» **Dataset records**
▬▬▬▬▬▬▬▬▬▬
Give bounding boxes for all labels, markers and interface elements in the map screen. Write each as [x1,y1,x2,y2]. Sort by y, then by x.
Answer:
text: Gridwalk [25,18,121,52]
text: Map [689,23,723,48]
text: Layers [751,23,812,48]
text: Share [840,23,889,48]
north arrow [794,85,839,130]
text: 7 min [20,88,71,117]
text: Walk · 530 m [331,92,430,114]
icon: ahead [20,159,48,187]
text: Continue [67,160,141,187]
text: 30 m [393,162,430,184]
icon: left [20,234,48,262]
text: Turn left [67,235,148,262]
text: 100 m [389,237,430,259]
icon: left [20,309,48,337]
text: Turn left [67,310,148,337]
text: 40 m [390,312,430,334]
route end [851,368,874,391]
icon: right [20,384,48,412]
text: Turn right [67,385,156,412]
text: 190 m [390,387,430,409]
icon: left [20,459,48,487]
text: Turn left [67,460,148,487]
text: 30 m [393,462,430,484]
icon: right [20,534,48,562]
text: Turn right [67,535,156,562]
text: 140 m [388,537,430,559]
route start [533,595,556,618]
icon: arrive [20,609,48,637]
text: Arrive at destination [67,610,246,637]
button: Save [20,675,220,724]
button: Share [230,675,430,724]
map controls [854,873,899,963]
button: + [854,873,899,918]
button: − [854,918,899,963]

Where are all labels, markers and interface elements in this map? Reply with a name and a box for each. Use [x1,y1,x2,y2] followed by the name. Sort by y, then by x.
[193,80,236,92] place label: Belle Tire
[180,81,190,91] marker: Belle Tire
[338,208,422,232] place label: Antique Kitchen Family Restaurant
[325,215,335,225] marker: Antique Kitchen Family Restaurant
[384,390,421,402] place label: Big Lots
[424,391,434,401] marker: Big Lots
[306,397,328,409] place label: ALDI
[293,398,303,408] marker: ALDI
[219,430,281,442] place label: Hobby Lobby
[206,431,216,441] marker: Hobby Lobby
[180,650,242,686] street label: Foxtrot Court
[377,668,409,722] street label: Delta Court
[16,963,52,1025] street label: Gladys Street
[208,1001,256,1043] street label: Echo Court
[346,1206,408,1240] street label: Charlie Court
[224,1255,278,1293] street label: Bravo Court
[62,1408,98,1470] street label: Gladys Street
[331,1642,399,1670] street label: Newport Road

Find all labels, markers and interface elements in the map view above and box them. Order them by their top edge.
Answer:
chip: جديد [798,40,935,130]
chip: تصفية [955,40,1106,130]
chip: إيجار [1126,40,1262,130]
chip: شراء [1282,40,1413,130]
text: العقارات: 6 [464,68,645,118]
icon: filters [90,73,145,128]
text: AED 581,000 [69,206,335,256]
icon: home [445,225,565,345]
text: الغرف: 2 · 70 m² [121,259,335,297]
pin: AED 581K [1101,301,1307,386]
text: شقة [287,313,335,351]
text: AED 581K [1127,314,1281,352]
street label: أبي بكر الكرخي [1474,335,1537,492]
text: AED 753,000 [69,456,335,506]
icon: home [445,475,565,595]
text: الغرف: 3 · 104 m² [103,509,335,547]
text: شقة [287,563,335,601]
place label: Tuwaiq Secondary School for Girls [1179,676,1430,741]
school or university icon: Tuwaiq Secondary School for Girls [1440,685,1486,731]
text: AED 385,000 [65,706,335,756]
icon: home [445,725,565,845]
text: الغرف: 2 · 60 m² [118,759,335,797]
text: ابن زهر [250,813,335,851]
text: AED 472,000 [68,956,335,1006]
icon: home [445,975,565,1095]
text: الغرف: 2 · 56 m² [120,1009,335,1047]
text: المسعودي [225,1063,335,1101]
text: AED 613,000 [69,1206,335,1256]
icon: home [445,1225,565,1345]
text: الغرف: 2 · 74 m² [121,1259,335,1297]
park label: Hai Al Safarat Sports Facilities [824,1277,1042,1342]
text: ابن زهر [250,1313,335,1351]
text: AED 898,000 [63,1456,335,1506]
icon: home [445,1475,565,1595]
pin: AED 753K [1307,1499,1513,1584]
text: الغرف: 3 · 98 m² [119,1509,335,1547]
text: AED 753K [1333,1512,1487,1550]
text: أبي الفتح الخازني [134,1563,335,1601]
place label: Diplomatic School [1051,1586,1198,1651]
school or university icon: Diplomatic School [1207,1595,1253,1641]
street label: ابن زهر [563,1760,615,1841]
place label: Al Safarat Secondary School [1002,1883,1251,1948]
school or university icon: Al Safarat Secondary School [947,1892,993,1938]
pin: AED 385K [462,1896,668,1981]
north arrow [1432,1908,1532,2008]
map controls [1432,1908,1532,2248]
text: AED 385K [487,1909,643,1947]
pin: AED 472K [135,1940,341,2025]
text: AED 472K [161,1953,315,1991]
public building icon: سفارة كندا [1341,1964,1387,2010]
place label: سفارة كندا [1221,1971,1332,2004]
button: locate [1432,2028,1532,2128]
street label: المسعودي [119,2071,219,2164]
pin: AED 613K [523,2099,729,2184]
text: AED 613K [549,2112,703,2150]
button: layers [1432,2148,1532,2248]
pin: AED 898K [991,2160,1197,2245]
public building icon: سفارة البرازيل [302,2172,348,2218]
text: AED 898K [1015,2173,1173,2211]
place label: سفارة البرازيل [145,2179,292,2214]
▬▬▬▬▬▬▬▬▬▬
All the lines that hold the word "Safarat" must appear in the answer, copied from the records.

» **Answer for this exercise**
park label: Hai Al Safarat Sports Facilities [824,1277,1042,1342]
place label: Al Safarat Secondary School [1002,1883,1251,1948]
school or university icon: Al Safarat Secondary School [947,1892,993,1938]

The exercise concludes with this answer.